The interface from java to python is done using the pemja library (developed by Alibaba).
https://github.com/alibaba/pemja
How pemja works:
- It starts a thread for the python interpreter in the JVM
- It calls python code using Java to C interface (JNI) and a C python module
Main java class = io.confluent.pytools.PyConnectSmt
Step 1. Add the Python Tools jar to the CLASSPATH
.
Step 2. Put your python scripts, including an optional requirements.txt
in a directory (the scripts directory).
Step 3. Add the following properties to the connector you're adding the SMT to:
(full description of the properties later in this document)

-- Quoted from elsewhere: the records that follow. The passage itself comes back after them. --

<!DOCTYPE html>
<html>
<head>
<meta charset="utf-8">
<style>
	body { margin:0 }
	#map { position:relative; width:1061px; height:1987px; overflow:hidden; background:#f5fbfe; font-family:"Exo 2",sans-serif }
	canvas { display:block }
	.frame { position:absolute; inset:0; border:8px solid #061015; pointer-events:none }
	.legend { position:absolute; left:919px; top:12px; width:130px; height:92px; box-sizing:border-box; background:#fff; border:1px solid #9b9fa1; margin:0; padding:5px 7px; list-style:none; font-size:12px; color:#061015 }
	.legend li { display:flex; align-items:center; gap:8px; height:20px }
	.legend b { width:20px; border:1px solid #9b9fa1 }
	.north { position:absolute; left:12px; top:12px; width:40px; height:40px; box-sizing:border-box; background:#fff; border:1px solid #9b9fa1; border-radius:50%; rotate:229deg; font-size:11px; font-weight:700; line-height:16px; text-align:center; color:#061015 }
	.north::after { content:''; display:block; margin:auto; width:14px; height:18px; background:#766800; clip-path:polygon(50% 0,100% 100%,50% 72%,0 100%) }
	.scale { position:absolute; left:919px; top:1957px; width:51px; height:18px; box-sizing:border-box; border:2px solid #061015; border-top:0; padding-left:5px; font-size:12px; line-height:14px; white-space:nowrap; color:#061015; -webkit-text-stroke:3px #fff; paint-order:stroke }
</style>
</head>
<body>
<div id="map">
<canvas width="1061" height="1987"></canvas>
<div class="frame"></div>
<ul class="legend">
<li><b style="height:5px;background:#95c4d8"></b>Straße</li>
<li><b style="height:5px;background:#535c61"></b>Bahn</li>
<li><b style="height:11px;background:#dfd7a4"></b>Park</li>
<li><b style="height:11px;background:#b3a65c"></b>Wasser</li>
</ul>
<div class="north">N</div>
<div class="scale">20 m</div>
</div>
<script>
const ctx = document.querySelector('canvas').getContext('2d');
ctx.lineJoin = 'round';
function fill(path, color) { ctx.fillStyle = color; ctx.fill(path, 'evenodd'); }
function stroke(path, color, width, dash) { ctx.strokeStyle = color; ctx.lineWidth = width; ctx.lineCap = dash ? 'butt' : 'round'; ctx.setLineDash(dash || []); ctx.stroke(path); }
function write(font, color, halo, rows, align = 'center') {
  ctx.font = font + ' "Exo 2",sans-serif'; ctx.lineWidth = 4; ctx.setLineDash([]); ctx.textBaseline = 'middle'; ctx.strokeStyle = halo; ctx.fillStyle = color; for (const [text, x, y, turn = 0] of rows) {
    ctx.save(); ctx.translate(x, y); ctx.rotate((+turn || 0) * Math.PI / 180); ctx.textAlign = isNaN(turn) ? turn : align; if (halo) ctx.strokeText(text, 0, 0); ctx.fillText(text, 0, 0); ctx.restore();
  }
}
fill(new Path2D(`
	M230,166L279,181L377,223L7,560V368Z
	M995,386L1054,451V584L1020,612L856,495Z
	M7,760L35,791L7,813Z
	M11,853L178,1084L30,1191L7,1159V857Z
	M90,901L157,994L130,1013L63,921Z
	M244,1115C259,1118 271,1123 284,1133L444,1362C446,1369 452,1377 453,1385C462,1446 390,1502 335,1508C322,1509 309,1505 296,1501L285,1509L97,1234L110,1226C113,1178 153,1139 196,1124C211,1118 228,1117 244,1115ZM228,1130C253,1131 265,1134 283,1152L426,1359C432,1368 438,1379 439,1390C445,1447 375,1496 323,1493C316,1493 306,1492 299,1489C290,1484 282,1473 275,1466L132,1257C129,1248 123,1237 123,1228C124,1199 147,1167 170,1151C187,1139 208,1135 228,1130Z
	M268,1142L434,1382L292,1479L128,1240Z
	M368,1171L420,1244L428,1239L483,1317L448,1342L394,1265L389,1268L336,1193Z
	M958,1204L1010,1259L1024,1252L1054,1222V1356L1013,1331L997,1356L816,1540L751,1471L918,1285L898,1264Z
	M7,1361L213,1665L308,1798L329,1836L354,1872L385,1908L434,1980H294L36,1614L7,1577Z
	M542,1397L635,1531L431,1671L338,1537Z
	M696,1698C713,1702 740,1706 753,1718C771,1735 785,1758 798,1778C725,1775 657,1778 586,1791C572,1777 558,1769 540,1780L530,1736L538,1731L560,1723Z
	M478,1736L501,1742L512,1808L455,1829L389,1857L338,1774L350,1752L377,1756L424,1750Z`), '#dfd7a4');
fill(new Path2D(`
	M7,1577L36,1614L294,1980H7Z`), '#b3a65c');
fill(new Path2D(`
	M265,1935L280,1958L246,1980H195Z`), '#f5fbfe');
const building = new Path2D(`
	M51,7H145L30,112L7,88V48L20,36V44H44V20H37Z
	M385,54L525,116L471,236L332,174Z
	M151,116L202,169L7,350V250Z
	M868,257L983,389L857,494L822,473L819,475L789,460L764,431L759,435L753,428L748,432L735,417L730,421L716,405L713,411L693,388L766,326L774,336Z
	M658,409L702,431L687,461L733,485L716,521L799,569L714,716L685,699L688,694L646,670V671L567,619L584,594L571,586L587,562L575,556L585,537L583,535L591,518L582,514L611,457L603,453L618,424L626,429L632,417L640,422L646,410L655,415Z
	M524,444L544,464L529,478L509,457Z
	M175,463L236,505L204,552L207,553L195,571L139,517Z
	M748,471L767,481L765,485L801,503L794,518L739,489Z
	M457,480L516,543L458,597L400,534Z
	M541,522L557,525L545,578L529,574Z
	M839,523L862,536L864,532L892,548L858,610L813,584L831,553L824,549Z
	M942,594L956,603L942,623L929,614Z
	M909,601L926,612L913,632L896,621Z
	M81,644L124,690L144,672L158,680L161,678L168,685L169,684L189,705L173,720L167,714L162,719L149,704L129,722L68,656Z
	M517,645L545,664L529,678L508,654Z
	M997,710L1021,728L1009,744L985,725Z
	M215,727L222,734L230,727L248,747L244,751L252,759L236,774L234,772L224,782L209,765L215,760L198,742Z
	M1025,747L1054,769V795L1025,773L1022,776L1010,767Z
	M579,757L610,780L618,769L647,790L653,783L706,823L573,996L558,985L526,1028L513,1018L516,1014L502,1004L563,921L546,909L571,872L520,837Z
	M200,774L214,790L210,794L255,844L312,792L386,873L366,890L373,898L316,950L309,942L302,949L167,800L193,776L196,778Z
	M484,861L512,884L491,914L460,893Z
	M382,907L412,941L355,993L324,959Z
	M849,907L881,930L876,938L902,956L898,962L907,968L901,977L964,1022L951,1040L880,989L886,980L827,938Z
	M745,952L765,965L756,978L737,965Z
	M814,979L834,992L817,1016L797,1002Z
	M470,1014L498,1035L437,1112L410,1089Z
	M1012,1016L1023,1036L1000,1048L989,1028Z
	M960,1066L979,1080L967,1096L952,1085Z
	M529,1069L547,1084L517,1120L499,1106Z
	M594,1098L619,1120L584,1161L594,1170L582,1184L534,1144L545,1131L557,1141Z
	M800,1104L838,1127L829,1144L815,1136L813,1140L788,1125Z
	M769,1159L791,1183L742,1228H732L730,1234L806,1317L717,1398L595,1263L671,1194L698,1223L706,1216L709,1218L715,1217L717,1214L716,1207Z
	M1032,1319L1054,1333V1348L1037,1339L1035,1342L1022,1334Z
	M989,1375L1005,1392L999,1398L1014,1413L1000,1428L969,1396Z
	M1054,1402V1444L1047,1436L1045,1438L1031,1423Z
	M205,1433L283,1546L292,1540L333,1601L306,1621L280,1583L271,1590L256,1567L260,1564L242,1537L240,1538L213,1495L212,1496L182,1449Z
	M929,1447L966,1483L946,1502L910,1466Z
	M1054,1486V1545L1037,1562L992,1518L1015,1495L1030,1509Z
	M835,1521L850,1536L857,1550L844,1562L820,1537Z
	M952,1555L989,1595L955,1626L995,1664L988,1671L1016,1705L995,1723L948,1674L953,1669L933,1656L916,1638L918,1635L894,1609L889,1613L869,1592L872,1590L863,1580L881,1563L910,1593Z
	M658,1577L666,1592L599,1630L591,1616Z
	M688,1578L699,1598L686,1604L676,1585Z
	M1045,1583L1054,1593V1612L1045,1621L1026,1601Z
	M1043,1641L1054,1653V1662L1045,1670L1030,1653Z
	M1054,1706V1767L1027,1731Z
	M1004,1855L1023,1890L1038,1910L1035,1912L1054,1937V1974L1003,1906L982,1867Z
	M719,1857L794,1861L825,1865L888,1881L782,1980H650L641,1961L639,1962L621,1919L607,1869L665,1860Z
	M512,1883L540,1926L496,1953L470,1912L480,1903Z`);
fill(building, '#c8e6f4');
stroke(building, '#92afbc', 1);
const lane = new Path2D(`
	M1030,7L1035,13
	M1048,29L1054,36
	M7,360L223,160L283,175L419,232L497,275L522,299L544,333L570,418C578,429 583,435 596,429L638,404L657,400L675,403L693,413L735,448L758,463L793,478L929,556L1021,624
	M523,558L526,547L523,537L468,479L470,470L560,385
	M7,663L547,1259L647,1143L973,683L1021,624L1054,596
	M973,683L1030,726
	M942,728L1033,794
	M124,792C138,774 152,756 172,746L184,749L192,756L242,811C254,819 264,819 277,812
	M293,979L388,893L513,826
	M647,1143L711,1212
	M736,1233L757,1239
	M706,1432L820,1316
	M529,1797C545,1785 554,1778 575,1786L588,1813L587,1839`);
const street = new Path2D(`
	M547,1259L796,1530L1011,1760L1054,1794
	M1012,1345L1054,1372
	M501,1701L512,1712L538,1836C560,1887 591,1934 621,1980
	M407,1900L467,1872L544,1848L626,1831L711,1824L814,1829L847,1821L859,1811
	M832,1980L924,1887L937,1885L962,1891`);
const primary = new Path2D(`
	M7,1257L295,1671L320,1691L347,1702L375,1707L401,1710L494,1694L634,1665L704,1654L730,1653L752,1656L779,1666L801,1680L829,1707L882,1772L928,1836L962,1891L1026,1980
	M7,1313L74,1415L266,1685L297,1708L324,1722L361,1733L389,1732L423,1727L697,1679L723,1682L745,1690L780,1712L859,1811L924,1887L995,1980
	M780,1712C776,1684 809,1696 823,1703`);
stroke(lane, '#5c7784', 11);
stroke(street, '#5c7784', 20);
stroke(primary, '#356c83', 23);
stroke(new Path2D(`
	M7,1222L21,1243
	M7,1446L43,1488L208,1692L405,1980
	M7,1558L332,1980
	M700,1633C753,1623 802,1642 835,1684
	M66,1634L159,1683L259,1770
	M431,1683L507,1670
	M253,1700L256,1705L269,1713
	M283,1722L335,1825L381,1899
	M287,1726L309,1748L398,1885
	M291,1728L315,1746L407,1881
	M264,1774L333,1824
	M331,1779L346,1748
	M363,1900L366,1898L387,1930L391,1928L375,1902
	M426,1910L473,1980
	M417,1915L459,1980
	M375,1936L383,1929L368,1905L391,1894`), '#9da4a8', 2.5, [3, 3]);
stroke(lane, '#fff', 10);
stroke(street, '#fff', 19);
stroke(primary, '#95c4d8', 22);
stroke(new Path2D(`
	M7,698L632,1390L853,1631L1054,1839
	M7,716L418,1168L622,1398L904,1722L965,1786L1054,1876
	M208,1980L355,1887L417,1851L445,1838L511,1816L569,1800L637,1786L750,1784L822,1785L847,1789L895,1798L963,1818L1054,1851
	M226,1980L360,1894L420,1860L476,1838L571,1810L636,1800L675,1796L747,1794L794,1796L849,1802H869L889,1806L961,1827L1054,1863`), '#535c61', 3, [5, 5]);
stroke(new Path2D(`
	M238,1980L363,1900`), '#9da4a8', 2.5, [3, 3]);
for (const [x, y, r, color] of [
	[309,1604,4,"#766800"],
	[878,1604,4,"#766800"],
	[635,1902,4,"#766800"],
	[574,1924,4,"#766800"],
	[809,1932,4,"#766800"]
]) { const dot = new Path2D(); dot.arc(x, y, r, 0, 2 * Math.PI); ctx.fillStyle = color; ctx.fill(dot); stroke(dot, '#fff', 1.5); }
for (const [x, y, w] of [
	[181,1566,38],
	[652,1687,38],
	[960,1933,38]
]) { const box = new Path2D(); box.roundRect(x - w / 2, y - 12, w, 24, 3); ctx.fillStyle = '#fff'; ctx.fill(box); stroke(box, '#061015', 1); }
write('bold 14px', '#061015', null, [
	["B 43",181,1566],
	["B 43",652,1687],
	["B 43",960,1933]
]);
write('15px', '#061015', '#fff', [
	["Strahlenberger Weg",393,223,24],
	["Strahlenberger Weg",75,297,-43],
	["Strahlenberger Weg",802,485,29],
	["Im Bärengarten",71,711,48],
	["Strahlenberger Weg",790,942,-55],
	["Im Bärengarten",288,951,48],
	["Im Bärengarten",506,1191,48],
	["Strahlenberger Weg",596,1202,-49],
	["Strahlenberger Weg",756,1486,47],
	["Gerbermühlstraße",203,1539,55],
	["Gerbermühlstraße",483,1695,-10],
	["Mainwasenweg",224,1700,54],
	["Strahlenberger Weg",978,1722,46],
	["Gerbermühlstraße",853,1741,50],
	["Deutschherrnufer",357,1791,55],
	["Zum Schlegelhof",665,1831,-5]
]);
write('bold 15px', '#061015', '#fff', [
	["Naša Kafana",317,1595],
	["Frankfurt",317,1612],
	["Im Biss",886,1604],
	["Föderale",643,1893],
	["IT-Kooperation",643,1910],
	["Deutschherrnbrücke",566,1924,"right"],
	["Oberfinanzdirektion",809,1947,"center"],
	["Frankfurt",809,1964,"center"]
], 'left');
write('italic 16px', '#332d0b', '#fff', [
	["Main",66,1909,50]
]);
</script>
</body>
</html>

"transforms": "myTransform",
"transforms.myTransform.type": "io.confluent.pytools.PyConnectSmt",
"transforms.myTransform.scripts.dir": "/app/",
"transforms.myTransform.working.dir": "/temp/venv/",
"transforms.myTransform.entry.point", "transform1.transform",
"transforms.myTransform.init.method", "init",
"transforms.myTransform.private.settings", "{\"conf1\":\"value1\", \"conf2\":\"value2\"}"
👉 When initializing (during the configure()
call of the java SMT SDK), the SMT builds a python virtual environment
and (pip) installs the libraries referenced in the requirements.txt
file. Then, it calls the init()
method of the
python script (if configured). It also installs the pemja
library in the virtual environment.
For each call of the apply()
call of the java SMT SDK (the method calling the transformation), it calls the entry.point
python method and passes a dict with the Kafka record (see next section).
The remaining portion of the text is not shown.